ACTIVITY =>
Whenever the word "green" turns up in a line below, that line should be copied.

Stored data:
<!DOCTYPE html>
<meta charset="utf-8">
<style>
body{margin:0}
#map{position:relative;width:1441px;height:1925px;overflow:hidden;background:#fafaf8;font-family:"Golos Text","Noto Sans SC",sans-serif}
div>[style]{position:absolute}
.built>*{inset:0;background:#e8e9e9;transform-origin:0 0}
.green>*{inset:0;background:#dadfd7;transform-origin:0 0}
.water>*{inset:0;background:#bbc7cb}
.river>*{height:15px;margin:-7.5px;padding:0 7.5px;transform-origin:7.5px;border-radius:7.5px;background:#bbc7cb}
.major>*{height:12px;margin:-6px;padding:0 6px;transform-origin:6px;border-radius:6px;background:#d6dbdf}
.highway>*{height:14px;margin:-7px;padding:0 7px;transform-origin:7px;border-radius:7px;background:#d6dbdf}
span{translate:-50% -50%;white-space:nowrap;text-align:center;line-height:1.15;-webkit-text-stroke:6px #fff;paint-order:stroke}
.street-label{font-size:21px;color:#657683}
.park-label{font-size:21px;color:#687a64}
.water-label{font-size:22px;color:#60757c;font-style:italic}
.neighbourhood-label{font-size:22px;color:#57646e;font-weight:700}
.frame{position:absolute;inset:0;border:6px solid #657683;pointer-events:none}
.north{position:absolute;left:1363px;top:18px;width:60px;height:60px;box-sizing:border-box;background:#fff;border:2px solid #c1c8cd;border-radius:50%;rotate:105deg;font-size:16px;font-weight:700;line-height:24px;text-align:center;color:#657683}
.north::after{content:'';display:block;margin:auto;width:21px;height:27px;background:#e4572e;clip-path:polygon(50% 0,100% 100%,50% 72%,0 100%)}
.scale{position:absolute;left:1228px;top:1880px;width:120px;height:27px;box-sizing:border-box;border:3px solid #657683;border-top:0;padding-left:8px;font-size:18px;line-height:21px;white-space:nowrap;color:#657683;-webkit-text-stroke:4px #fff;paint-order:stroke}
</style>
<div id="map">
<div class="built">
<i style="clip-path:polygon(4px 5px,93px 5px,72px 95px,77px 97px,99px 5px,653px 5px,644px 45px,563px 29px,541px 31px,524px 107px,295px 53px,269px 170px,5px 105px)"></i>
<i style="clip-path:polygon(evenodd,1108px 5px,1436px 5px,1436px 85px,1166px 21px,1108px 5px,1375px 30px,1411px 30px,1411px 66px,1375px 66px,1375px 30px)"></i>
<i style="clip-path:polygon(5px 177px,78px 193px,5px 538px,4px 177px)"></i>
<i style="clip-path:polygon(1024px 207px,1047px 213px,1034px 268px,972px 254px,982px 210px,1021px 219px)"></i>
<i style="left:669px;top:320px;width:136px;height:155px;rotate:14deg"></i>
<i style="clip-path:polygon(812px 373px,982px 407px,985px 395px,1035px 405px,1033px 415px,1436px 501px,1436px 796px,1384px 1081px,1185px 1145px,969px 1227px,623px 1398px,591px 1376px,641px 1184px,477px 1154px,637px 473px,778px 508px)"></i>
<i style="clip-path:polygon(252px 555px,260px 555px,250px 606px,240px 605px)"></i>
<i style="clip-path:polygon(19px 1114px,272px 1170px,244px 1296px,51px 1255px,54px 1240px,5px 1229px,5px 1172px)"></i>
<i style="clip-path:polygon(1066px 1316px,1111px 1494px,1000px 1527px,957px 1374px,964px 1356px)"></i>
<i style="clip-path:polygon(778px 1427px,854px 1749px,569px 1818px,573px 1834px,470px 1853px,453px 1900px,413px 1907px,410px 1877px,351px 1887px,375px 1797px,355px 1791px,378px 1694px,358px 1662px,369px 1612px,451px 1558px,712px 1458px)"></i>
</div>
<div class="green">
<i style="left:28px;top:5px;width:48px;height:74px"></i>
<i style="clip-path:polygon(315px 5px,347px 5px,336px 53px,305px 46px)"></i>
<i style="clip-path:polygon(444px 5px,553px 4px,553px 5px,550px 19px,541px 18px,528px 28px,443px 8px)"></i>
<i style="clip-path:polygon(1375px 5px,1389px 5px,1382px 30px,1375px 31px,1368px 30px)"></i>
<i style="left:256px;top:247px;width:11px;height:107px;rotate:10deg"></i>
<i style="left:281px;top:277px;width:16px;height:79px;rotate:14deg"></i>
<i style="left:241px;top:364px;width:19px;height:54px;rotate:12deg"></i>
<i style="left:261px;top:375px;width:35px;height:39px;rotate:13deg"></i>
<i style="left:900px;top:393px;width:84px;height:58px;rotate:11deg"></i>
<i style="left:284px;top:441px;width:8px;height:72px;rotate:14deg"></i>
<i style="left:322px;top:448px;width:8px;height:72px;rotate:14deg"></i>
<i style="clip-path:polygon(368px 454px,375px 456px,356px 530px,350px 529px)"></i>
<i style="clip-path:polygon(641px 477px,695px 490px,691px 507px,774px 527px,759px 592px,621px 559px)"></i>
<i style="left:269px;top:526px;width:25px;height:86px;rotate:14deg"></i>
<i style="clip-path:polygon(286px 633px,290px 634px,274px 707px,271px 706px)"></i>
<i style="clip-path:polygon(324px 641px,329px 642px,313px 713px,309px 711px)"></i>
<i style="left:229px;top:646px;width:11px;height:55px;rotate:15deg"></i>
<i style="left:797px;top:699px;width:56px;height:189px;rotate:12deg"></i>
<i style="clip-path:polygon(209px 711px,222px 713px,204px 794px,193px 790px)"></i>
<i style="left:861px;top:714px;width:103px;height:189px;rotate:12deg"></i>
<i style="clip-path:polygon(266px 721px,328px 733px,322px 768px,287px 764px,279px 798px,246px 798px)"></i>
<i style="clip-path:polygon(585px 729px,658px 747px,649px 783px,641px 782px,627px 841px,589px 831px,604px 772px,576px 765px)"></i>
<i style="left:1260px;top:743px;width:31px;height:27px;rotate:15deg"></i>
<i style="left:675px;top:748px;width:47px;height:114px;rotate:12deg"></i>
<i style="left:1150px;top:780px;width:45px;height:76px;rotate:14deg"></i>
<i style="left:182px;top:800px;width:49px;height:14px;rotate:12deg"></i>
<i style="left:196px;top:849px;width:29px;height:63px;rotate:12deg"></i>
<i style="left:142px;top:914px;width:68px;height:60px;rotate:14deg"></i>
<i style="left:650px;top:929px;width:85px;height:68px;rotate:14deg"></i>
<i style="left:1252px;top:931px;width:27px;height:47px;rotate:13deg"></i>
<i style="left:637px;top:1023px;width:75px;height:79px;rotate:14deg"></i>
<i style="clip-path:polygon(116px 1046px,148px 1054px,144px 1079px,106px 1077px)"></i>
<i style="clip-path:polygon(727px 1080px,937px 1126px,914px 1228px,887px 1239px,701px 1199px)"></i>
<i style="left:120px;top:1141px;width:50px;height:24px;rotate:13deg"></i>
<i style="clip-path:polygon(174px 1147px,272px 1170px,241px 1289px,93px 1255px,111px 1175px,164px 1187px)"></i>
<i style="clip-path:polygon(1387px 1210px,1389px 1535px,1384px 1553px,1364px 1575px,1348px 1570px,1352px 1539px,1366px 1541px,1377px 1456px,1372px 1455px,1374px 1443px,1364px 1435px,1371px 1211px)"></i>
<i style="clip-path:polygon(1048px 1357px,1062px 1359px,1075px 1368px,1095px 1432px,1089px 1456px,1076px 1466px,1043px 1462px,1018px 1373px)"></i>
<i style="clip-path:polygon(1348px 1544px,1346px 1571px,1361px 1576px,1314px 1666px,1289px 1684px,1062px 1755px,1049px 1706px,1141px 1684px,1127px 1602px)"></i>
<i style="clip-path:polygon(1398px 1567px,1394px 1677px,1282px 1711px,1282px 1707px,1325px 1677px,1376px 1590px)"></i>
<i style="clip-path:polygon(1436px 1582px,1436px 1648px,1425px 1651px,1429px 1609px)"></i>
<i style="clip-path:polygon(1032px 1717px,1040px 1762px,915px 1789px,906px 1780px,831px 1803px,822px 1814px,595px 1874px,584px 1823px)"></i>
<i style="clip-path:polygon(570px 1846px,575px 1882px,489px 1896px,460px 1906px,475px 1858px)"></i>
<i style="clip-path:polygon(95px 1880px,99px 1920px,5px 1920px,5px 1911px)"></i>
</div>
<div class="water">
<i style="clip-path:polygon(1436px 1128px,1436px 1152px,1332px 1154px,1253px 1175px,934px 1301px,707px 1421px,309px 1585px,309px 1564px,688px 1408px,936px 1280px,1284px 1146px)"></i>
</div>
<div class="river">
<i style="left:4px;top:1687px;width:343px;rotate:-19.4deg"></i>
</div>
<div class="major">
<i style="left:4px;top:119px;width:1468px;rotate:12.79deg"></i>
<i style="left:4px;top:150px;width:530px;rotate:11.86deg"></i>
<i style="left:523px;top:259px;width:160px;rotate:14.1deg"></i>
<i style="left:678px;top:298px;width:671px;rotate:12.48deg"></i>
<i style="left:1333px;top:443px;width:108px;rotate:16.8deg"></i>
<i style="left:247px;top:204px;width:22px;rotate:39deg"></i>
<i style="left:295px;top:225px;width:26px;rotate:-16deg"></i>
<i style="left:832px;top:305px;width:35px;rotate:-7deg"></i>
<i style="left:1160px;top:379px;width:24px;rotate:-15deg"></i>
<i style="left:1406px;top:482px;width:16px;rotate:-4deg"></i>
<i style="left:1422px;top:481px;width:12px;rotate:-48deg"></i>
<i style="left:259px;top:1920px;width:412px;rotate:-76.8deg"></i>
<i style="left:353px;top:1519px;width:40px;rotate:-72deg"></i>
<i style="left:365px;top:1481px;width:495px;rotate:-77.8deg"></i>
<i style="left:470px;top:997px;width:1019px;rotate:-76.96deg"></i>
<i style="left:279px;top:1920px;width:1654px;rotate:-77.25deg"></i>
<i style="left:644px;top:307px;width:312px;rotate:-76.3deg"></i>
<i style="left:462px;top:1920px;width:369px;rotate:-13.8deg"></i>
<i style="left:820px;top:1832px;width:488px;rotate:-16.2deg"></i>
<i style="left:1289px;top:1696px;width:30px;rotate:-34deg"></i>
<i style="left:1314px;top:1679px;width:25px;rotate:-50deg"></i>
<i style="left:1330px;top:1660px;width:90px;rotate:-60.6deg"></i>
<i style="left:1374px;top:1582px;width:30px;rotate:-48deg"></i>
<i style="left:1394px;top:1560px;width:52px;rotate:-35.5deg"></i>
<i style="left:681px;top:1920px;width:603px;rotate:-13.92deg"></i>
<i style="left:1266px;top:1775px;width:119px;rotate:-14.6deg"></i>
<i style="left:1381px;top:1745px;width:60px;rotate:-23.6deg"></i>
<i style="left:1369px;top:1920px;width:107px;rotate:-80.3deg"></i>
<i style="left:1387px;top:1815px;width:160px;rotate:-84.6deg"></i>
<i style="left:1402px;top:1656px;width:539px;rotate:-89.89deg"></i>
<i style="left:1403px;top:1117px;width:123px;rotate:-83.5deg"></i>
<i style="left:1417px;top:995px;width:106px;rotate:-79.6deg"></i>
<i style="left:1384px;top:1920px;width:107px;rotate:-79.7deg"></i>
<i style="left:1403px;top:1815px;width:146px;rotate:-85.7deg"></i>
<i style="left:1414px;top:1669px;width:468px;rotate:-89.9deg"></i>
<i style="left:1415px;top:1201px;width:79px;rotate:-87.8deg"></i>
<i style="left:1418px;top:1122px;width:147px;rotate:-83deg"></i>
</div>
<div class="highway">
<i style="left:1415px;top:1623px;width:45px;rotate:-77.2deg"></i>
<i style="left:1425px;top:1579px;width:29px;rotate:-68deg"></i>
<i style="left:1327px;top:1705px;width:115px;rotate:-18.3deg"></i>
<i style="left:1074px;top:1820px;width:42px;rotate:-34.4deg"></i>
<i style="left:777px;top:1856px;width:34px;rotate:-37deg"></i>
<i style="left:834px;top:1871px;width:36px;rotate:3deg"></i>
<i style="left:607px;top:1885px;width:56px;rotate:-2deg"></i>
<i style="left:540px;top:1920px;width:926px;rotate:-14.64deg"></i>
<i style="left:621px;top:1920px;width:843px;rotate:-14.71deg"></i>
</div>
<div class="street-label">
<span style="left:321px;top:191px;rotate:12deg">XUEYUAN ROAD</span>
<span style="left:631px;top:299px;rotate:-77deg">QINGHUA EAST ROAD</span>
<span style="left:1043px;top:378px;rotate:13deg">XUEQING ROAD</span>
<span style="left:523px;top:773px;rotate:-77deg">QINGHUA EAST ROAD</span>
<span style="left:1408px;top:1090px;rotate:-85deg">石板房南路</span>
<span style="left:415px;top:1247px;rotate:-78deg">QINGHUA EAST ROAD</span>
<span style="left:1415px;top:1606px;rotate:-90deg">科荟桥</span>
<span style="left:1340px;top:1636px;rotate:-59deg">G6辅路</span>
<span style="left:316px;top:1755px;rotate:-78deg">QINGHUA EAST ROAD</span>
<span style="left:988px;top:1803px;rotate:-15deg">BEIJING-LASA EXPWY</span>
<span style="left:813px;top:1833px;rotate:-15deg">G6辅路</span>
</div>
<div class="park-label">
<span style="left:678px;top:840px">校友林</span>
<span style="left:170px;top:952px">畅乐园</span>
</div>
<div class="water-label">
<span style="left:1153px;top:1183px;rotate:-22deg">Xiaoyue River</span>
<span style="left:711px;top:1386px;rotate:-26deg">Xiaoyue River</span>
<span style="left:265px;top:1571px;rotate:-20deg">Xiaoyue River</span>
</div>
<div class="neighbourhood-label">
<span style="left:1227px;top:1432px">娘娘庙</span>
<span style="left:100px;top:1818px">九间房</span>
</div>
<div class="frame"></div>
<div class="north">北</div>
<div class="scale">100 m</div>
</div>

REPLY TO THE EXERCISE =>
.green>*{inset:0;background:#dadfd7;transform-origin:0 0}
<div class="green">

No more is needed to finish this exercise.